- Сворачивай с дороги, шляпа, тудыть твою душу. - И они с криком и руганью проплыли совсем близко.
Наконец лодка с шорохом скользнула по песчаному дну. Даша выпрыгнула на берег. Семен Семенович опять надел помочи и пиджак.
- Хотя я городской житель, но искренне люблю природу, - сказал он, прищурясь, - особенно когда ее дополняет фигура девушки, в этом я нахожу что-то тургеневское. Пойдемте к лесу.
И они побрели по горячему песку, увязая в нем по щиколотку. Говядин поминутно останавливался, вытирая платком лицо, и говорил:
- Нет, вы взгляните, что за очаровательный уголок.
Наконец песок кончился, пришлось взобраться на небольшой обрыв, откуда начинались луга с кое-где уже скошенной травой, вянущей в рядах. Здесь горячо пахло медовыми цветами. По берегу узкого оврага над водой рос кудрявый орешник. В низинке, в сочной траве, журчал ручей, переливаясь в другое озерцо - круглое. На берегу его росли старые липы и корявая сосна с одной, отставленной, как рука, веткой. Дальше, по узкой гривке, цвел белый шиповник. Это было место, излюбленное вальдшнепами во время перелетов. Даша и Семен Семенович сели на траву. Под их ногами синела небом, зеленела отражением листвы вода по извилистым овражкам. Неподалеку от Даши в кусте прыгали, однообразно посвистывая, две серые птички.

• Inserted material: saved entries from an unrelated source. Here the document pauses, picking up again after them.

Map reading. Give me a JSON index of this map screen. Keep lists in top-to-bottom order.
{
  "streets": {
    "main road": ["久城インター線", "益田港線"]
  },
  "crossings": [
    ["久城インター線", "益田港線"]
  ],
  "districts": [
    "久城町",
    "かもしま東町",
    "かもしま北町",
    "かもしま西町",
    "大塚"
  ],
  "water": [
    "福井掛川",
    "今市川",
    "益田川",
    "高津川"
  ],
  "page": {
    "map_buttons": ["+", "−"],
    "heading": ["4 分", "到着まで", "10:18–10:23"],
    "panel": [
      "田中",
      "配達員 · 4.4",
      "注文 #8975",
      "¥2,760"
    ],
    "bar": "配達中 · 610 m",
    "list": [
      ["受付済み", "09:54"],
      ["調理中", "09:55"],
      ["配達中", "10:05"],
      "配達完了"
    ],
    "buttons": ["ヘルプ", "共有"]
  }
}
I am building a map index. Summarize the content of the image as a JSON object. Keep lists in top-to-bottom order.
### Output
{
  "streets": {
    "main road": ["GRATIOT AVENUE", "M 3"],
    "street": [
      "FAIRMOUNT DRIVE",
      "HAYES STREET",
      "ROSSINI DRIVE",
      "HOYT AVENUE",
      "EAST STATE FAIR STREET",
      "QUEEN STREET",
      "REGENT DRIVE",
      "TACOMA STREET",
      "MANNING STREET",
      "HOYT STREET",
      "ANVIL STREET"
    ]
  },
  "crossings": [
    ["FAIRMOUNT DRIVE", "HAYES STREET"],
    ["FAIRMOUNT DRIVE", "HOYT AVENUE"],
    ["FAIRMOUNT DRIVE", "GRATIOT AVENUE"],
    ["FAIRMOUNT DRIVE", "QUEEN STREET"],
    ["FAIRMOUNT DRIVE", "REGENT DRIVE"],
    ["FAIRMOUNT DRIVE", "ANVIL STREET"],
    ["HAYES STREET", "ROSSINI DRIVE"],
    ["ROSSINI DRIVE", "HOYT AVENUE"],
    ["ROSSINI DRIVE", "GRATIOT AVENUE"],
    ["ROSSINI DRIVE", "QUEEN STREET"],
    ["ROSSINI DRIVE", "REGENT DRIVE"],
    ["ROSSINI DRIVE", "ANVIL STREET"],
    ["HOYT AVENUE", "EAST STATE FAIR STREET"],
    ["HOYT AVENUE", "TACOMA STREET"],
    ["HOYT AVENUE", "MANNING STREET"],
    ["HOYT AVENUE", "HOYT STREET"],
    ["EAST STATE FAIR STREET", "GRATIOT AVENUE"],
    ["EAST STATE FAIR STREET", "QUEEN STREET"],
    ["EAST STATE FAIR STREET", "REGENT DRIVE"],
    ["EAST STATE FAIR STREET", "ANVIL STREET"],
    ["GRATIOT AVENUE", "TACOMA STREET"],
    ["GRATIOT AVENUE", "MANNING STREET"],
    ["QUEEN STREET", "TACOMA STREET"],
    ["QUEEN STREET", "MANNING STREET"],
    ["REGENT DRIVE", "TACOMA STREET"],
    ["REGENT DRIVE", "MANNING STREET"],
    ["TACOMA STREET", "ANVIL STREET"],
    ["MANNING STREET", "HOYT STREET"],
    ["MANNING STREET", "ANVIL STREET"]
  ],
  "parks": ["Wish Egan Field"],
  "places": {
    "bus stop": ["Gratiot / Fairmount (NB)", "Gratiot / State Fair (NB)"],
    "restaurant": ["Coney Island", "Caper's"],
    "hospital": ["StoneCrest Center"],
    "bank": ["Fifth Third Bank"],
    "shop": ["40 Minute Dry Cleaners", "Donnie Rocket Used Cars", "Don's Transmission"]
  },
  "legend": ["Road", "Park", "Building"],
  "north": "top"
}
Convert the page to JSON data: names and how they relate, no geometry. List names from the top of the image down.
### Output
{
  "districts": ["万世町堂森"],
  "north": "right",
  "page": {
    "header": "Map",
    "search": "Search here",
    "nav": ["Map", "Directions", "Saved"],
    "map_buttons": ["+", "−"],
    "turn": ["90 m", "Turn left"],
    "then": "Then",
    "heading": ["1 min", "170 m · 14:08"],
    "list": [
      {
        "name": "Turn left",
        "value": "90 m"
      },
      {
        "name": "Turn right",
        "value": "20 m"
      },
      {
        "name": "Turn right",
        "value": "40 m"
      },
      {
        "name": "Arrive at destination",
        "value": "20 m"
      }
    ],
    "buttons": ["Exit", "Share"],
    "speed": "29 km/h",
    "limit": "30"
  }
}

И со всей грустью покинутого любовника где-то в чаще дерева ворковал, ворковал, не уставая, дикий голубь. Даша сидела, вытянув ноги, уронив руки на колени, и слушала, как в ветвях покинутый любовник бормотал нежным голосом:
"Дарья Дмитриевна, Дарья Дмитриевна, ах, что происходит с вами, - почему вам так грустно, хочется плакать? Ведь ничего еще не случилось, а вы грустите, будто жизнь уж кончена, прошла, пролетела. Вы просто от природы плакса".
- Мне хочется быть с вами откровенным, Дарья Дмитриевна, - проговорил Говядин, - позвольте мне, так сказать, отбросить в сторону условности?..
- Говорите, мне все равно, - ответила Даша и, закинув руки за голову, легла на спину, чтобы видеть небо, а не бегающие глазки Семена Семеновича, который исподтишка, поглядывал на ее белые чулки.
- Вы гордая, смелая девушка. Вы молоды, красивы, полны кипучей жизни...
- Предположим, - сказала Даша.
- Неужто вам никогда не хотелось разрушить эту условную мораль, привитую воспитанием и средой? Неужто во имя этой всеми авторитетами уже отвергнутой морали вы должны сдерживать свои красивые инстинкты!
- Предположим, что я не хочу сдерживать свои красивые инстинкты, - тогда что? - спросила Даша и с ленивым любопытством ждала, что он ответит. Ее разогрело солнце, и было так хорошо глядеть в небо, в солнечную пыль, наполнившую всю эту синюю бездну, что не хотелось ни думать, ни шевелиться.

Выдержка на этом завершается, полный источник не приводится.